1.The club of the Original, shall have first right of refusal on buying the clone.
2.In the case of a disputed mark between clone and original, the mark shall be awarded to the original, regardless of whether he held the front or back position in the contest.
3.All clone votes in the Brownlow medal will be added to the votes of the original player. Thus, if say a Tony Lockett clone played for the Dockers, his Brownlow votes would be added to Tony Lockett of Sydney’s votes. (This does not apply to goal-kicking)
4.A disqualification of a clone would not necessarily disqualify the original from the Brownlow medal.
5.There would be a limit to the number of clones each club could have on their list. We suggest 15 maximum.
6.No player may be cloned more than 30 times.
7.No team may be able to play more than 2 clones of the one player. (Meaning, that including the original one could have a maximum of 3 of any one player).
Given all the above safeguards, we think there would be huge benefits in the introduction of clones.
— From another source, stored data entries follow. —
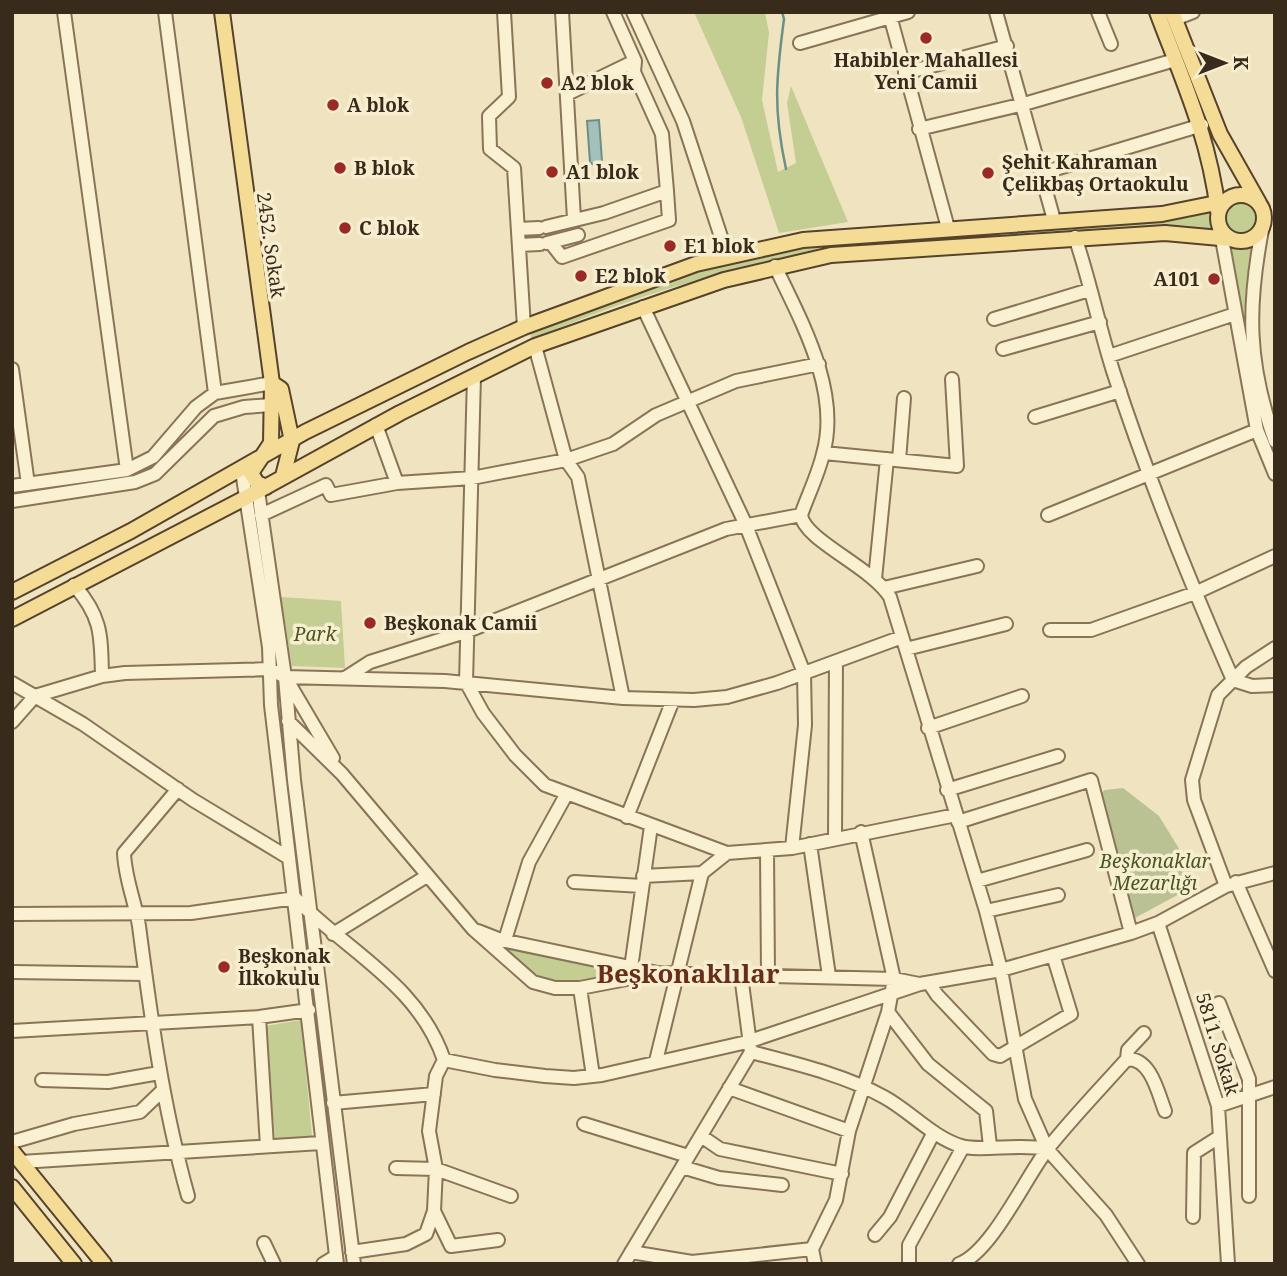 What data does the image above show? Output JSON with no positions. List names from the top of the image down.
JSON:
{
  "streets": {
    "main road": ["2452. Sokak"],
    "street": ["5811. Sokak"]
  },
  "districts": ["Beşkonaklılar"],
  "parks": ["Park", "Beşkonaklar Mezarlığı"],
  "places": [
    "Habibler Mahallesi Yeni Camii",
    "A2 blok",
    "A blok",
    "B blok",
    "A1 blok",
    "Şehit Kahraman Çelikbaş Ortaokulu",
    "C blok",
    "E1 blok",
    "E2 blok",
    "A101",
    "Beşkonak Camii",
    "Beşkonak İlkokulu"
  ],
  "north": "right"
}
A club that had taken the precaution of buying one of our clones, would not have to worry about their star player getting a cruciate knee injury. They could wheel out the clone to take over! Of course, this means the game would become even more tactical than it is at the moment – and surely that’s not a bad thing. Coaches would have to agonize over whether to keep their clone in cotton wool, (literally, we have found that cotton wool is by far the best method of clone storage) or to go for broke early in the season.
Furthermore, it would allow champions of bygone eras to come back and strut their stuff under the sort of intensive training and physiotherapy conditions denied during their original times. You can’t tell me you wouldn’t switch on the set to see Captain Blood up against Ron Barassi. As I say, at the moment we are embroiled in legal battles, but I urge all of you to write to your clubs, and to the AFL and encourage them to make cloning legal. For if they do not, it is quite possible that a parallel cloned competition could be set up, and that may not be in anybody’s best interests.